## Work item
Once you find the line with "width:25px; border:1px solid" in the entries below, return exactly every line from it through the line with "position:absolute; left:15px; top:2370px;".
--------------------------------------------------
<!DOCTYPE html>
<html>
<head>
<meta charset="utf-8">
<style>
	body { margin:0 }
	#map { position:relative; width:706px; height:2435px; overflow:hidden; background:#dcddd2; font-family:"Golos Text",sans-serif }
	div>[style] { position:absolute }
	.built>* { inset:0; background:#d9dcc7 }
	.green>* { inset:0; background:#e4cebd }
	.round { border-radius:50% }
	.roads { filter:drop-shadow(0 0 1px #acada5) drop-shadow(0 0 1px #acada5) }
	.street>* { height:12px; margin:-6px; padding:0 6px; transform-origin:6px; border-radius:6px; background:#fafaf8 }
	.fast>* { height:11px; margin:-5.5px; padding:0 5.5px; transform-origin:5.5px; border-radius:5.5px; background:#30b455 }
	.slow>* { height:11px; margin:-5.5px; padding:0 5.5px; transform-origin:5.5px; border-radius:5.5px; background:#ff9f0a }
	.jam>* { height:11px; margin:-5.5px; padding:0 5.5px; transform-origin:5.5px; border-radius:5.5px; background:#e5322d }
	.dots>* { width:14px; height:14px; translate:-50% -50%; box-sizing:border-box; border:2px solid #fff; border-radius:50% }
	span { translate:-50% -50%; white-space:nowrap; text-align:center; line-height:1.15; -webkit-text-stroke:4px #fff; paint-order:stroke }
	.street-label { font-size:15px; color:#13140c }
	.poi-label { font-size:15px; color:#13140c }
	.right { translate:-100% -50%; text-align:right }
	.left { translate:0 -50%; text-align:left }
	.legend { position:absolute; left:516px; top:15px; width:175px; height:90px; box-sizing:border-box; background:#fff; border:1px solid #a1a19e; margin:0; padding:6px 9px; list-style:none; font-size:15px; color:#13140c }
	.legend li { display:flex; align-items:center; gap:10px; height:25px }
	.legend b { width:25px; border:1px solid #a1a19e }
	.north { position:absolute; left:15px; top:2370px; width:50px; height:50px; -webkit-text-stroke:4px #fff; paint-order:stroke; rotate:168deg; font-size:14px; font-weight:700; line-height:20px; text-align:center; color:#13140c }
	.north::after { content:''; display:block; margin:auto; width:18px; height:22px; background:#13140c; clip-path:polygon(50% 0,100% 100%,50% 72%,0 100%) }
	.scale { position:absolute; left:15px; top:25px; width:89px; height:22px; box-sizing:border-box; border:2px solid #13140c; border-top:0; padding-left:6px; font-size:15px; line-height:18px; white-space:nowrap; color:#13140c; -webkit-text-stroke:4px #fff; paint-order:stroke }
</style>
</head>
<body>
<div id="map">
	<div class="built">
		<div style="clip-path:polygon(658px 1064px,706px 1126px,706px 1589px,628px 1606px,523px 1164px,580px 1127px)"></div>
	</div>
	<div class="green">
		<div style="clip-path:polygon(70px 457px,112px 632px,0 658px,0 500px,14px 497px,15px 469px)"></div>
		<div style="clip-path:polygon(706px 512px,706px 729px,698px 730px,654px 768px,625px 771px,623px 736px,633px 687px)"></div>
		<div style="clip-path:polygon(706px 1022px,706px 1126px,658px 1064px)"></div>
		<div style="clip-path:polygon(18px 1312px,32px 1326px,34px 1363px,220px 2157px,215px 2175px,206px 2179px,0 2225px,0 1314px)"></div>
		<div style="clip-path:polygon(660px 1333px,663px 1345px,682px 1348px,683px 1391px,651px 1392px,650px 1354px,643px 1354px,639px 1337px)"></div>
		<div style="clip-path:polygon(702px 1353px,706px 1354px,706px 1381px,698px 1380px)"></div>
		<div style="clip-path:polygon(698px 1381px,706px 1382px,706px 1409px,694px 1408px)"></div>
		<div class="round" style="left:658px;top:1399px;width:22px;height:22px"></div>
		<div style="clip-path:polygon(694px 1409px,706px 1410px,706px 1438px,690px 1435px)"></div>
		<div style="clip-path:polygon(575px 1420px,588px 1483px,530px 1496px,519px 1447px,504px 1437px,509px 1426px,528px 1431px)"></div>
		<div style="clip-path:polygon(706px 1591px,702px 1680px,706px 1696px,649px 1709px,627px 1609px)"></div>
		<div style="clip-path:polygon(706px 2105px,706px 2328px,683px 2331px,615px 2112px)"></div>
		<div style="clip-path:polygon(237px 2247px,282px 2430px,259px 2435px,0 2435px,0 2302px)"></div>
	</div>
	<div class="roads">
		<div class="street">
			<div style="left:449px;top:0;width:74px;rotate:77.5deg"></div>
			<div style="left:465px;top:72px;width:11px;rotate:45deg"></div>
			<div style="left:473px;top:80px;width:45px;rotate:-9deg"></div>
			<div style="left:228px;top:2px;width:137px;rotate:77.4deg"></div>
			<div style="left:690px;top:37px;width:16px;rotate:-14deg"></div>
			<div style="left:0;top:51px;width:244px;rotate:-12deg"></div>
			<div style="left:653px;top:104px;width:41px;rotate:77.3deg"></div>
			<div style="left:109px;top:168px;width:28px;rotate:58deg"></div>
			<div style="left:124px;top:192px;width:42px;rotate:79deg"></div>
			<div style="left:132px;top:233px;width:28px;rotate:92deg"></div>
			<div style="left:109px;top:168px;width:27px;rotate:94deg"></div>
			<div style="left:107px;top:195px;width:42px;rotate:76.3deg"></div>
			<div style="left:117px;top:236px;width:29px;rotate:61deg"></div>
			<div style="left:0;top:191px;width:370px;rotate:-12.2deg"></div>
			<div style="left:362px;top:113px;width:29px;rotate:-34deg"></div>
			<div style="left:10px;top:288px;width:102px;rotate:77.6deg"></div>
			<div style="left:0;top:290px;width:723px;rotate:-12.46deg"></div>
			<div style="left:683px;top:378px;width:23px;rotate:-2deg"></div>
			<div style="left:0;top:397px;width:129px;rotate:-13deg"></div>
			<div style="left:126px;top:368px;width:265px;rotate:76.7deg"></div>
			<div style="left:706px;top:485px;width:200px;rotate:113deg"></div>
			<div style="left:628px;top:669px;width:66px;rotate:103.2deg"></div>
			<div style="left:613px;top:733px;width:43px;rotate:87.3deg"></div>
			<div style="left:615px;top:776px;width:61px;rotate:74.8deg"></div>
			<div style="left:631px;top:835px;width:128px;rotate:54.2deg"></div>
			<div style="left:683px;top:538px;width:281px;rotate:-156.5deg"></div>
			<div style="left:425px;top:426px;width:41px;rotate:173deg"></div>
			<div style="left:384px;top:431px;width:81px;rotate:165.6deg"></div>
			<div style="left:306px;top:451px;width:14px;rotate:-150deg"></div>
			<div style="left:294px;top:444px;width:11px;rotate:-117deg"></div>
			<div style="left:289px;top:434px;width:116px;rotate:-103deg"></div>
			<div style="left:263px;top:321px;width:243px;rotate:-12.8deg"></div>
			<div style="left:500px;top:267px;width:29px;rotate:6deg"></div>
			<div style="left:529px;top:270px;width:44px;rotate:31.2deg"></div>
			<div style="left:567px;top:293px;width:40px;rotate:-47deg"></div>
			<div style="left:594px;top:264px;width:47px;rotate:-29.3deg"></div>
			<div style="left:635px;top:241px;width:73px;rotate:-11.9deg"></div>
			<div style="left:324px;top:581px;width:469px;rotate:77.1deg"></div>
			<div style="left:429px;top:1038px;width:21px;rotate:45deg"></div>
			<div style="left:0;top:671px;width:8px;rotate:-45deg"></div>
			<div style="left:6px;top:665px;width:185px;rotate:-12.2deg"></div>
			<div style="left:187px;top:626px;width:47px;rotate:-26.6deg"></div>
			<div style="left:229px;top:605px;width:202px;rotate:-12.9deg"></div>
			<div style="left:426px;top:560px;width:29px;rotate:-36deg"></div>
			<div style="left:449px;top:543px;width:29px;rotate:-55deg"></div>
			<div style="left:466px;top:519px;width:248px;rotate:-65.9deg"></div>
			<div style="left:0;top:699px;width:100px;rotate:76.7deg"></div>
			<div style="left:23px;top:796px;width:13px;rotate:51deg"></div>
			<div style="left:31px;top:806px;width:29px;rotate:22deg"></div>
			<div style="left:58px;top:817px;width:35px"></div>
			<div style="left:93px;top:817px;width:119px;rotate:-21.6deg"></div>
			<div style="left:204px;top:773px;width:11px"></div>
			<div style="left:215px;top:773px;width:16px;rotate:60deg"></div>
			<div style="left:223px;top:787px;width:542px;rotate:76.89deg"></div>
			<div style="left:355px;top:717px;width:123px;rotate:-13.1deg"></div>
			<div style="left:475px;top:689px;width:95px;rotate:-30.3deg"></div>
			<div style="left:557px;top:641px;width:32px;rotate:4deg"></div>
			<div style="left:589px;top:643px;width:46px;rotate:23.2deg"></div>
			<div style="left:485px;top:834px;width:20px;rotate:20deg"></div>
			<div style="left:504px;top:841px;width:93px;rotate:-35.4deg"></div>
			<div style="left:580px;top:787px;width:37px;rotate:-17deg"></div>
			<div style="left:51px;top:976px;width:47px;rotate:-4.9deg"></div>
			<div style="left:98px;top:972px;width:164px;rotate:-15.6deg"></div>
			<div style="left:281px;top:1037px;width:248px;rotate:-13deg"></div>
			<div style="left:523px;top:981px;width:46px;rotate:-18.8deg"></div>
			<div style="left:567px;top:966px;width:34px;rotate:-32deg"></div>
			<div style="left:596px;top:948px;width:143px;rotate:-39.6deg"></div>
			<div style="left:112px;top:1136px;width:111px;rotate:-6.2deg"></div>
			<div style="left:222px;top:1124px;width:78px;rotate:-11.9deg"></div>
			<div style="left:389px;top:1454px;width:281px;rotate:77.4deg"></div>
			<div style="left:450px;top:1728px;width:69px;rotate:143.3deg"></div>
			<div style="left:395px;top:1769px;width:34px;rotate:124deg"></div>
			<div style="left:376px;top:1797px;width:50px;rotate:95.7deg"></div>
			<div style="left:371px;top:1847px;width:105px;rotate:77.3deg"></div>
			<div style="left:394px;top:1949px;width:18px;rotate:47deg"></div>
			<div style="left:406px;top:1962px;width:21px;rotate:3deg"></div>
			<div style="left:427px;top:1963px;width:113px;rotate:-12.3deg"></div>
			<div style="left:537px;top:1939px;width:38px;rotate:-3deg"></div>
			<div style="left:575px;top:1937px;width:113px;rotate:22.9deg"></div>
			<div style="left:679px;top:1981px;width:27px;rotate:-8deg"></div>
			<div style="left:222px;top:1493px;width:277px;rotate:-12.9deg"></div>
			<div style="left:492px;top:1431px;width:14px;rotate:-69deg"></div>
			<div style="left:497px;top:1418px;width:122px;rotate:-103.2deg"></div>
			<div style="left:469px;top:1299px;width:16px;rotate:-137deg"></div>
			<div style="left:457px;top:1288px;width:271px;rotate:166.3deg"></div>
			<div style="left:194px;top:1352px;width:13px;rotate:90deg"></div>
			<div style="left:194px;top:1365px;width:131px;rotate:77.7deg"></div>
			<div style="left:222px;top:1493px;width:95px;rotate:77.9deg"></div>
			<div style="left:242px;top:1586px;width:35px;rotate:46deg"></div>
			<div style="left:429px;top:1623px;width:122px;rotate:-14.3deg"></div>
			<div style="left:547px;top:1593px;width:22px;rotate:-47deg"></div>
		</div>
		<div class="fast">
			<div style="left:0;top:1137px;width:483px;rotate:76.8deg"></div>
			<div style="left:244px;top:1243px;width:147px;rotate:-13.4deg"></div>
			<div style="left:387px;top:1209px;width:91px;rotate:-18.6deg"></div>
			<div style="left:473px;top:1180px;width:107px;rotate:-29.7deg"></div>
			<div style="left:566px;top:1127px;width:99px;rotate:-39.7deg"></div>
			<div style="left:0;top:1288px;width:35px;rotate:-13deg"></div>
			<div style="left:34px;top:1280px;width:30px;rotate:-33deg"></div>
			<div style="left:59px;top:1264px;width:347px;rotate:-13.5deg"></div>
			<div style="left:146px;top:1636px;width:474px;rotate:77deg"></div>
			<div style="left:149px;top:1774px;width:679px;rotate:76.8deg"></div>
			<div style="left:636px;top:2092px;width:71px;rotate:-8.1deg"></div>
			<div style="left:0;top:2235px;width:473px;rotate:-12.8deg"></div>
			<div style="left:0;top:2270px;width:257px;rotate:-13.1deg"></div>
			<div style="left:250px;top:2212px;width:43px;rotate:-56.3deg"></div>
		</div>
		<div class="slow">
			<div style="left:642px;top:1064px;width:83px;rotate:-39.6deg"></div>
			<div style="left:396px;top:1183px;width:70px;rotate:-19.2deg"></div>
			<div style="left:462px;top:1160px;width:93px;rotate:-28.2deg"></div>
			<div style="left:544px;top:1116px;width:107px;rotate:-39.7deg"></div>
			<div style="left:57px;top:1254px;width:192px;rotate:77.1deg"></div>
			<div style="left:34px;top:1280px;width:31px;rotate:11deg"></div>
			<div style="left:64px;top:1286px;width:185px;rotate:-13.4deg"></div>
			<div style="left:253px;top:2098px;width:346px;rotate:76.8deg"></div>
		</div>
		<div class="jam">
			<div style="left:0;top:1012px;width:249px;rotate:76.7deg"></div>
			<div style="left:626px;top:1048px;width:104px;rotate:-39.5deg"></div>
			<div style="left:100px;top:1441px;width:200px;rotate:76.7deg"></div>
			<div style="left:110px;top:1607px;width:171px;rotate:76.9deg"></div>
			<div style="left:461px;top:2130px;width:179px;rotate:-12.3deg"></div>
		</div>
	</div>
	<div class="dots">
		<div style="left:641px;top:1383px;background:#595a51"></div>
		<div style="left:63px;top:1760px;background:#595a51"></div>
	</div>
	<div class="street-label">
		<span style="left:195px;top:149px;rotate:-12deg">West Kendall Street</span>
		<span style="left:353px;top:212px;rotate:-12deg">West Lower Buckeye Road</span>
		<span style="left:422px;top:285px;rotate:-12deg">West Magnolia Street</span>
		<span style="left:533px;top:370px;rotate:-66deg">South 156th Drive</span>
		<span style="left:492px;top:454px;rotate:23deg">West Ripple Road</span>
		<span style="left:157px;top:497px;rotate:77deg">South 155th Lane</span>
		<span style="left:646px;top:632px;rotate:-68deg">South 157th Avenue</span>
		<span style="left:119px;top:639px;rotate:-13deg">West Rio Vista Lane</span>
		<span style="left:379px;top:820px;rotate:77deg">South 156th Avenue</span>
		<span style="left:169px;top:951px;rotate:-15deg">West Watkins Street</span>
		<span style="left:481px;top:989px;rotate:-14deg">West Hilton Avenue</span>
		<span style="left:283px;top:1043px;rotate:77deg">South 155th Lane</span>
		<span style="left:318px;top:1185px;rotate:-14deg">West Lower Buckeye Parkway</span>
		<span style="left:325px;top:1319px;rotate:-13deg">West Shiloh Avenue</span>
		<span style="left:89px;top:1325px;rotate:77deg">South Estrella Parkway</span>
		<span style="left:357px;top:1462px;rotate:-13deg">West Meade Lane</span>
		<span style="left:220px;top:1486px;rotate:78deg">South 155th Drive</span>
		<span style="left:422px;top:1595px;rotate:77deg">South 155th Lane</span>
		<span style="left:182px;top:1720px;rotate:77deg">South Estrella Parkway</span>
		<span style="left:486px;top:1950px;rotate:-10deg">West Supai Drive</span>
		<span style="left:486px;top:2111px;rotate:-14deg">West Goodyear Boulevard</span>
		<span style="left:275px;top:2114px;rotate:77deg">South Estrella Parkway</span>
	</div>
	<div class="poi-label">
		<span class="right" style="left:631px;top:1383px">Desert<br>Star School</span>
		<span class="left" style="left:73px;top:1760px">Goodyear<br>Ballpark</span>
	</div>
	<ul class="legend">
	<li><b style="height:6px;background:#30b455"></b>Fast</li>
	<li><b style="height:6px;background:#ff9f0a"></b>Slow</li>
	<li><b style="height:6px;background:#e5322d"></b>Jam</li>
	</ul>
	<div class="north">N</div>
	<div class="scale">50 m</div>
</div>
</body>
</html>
--------------------------------------------------
## Answer to the exercise
	.legend b { width:25px; border:1px solid #a1a19e }
	.north { position:absolute; left:15px; top:2370px; width:50px; height:50px; -webkit-text-stroke:4px #fff; paint-order:stroke; rotate:168deg; font-size:14px; font-weight:700; line-height:20px; text-align:center; color:#13140c }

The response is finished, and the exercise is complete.